◆ PROBLEM: Return every line of the data that contains the string "feTurbulence".

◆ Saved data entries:
·····

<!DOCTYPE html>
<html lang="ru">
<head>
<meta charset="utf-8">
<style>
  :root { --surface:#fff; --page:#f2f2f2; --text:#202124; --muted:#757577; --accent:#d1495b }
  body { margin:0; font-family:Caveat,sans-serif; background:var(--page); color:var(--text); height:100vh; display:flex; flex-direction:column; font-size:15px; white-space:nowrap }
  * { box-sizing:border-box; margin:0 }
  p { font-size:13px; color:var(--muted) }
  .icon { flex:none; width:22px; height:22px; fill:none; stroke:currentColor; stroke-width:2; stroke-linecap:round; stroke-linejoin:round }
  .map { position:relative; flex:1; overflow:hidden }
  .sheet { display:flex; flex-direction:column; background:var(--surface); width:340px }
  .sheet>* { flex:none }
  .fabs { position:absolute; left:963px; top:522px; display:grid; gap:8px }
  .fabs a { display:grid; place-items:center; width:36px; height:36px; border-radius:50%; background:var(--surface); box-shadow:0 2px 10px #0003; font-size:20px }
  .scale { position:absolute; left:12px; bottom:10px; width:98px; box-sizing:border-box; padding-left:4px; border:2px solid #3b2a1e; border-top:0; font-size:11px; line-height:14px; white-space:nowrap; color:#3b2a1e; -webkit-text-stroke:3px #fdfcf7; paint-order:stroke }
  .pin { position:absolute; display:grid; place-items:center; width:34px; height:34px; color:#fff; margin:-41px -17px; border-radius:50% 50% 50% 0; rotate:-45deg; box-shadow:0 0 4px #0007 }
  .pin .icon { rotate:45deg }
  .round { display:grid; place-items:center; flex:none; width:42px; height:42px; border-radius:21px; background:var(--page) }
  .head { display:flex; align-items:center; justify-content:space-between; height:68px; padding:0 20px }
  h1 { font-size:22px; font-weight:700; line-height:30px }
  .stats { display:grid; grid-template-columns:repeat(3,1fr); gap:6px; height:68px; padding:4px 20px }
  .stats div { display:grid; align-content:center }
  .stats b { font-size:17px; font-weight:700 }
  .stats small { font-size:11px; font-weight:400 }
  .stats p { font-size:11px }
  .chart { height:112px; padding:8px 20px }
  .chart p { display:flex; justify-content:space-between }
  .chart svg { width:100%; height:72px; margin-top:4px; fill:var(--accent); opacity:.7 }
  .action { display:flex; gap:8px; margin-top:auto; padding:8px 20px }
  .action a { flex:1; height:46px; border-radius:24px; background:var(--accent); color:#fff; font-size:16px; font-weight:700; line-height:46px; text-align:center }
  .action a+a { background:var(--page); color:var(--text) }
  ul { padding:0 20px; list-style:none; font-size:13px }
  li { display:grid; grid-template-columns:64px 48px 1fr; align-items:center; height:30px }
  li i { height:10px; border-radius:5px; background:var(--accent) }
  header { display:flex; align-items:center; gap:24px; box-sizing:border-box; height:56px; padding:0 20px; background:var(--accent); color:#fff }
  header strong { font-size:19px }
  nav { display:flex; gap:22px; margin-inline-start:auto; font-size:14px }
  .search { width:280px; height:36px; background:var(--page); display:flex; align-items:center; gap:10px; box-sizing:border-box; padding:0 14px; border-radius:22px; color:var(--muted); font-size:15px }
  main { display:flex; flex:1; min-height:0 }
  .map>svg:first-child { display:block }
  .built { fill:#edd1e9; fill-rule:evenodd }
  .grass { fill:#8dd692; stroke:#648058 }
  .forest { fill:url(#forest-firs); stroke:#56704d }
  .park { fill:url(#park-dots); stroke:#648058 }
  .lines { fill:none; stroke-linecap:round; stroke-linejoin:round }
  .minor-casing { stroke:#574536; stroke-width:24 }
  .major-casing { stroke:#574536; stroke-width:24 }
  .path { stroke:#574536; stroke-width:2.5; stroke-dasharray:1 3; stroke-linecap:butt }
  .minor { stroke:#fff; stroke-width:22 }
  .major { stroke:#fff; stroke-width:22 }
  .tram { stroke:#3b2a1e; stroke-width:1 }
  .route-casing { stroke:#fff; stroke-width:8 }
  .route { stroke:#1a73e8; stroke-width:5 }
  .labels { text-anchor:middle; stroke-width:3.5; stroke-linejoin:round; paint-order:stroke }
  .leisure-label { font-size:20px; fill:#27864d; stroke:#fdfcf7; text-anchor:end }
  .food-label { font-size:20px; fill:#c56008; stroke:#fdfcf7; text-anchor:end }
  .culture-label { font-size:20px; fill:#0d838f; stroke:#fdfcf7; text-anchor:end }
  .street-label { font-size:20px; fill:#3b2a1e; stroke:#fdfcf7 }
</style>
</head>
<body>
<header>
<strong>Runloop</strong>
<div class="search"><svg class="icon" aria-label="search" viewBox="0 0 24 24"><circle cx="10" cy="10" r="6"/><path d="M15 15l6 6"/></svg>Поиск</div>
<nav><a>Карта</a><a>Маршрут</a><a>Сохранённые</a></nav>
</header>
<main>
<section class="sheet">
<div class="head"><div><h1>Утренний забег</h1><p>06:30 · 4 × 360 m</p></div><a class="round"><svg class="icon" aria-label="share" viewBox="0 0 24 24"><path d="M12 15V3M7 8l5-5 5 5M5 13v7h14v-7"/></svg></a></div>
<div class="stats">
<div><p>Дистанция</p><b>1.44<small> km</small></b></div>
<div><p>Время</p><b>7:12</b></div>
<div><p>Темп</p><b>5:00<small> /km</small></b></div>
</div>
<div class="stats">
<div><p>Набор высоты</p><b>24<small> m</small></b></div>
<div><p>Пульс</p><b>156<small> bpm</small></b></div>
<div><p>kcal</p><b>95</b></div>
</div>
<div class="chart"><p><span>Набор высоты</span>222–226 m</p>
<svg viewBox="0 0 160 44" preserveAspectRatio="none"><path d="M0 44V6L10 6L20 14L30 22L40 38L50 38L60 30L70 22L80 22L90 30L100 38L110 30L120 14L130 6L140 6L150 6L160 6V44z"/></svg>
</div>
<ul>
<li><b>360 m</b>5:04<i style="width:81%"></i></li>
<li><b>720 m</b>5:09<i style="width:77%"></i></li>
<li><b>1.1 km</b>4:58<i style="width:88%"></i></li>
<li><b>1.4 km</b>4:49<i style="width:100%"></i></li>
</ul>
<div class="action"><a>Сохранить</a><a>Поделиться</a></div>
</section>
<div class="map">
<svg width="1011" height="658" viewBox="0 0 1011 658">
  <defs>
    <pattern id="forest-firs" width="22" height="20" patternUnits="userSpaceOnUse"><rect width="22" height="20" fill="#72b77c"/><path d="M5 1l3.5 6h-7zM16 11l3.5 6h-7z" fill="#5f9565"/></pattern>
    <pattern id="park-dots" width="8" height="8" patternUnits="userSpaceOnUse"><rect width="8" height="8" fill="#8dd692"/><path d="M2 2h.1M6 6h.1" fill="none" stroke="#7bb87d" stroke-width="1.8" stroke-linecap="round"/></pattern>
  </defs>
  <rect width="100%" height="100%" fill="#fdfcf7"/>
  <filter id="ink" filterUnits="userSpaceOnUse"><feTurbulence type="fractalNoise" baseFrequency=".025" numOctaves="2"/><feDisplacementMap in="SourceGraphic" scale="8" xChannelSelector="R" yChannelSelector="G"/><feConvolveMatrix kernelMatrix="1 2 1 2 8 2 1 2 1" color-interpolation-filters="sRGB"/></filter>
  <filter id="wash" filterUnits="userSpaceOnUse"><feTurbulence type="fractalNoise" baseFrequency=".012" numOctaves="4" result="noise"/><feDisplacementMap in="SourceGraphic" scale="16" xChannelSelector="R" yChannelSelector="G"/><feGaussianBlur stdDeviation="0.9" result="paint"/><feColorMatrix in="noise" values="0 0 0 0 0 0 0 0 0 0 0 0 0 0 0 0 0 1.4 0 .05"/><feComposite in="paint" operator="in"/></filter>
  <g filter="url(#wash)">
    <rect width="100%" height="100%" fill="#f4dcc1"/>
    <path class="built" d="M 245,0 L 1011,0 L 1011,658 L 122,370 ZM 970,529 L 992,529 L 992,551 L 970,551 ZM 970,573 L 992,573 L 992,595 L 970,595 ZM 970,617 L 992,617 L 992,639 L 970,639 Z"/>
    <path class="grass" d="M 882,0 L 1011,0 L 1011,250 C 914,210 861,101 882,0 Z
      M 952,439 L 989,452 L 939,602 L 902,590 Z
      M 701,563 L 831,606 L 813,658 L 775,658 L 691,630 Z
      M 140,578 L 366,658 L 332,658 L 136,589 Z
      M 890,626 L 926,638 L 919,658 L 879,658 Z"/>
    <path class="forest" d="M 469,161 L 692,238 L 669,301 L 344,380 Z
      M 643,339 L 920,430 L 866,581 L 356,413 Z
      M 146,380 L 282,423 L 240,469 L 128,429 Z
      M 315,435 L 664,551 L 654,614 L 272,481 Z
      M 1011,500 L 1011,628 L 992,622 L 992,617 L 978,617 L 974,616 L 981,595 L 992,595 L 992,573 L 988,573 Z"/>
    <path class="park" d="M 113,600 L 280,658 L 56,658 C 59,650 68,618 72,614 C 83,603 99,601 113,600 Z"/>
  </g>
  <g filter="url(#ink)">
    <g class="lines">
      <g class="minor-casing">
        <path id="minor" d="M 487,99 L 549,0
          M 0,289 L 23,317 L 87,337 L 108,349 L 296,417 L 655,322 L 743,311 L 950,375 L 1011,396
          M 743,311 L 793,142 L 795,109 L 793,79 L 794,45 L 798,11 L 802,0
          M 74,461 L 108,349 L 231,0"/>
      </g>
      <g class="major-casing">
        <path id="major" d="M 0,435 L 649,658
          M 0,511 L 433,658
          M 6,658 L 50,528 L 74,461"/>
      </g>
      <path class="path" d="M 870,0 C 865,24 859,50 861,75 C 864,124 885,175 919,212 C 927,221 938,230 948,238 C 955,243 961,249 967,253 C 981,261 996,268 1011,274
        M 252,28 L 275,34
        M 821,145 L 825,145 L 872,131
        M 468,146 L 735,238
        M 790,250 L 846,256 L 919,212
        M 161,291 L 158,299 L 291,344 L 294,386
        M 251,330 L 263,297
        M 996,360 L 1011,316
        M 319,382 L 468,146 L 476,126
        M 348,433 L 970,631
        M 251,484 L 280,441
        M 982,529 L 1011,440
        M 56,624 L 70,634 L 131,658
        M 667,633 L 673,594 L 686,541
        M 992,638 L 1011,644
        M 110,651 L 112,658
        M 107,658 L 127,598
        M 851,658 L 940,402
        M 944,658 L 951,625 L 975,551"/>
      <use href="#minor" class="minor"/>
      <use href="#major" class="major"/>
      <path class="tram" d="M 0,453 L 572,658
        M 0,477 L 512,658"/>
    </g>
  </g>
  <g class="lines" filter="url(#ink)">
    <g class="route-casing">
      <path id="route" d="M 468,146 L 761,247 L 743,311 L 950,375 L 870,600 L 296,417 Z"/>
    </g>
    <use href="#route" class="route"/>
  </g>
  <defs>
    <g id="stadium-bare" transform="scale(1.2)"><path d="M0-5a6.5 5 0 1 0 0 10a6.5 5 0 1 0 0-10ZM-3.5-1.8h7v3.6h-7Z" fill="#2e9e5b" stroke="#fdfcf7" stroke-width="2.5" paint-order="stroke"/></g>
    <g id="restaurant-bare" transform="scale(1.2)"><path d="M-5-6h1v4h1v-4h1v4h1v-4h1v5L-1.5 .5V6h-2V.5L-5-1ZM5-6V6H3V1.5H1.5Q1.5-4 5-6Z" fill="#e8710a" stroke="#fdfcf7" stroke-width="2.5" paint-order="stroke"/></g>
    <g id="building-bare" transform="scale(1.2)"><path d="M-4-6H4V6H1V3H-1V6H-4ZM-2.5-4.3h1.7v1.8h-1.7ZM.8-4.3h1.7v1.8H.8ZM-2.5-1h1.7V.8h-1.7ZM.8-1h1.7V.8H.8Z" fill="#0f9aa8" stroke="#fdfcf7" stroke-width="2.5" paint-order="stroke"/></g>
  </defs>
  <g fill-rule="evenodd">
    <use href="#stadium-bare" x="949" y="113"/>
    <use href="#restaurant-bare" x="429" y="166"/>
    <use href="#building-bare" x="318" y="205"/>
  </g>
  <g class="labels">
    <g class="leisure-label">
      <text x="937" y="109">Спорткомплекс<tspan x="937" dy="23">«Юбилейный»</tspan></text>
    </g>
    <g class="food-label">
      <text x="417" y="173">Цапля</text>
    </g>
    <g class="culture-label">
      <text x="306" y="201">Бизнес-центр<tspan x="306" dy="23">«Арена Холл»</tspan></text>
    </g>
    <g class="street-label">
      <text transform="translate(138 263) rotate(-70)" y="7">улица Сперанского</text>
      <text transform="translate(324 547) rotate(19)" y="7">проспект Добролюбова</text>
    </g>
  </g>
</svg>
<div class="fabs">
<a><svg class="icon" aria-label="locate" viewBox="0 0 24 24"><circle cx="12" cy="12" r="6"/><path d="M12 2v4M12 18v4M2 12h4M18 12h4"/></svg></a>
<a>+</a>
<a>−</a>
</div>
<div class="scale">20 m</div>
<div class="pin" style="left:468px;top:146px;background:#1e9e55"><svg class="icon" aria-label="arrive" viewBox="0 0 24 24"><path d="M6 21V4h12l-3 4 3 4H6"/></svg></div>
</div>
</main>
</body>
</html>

·····

◆ EXERCISE SOLUTION:
  <filter id="ink" filterUnits="userSpaceOnUse"><feTurbulence type="fractalNoise" baseFrequency=".025" numOctaves="2"/><feDisplacementMap in="SourceGraphic" scale="8" xChannelSelector="R" yChannelSelector="G"/><feConvolveMatrix kernelMatrix="1 2 1 2 8 2 1 2 1" color-interpolation-filters="sRGB"/></filter>
  <filter id="wash" filterUnits="userSpaceOnUse"><feTurbulence type="fractalNoise" baseFrequency=".012" numOctaves="4" result="noise"/><feDisplacementMap in="SourceGraphic" scale="16" xChannelSelector="R" yChannelSelector="G"/><feGaussianBlur stdDeviation="0.9" result="paint"/><feColorMatrix in="noise" values="0 0 0 0 0 0 0 0 0 0 0 0 0 0 0 0 0 1.4 0 .05"/><feComposite in="paint" operator="in"/></filter>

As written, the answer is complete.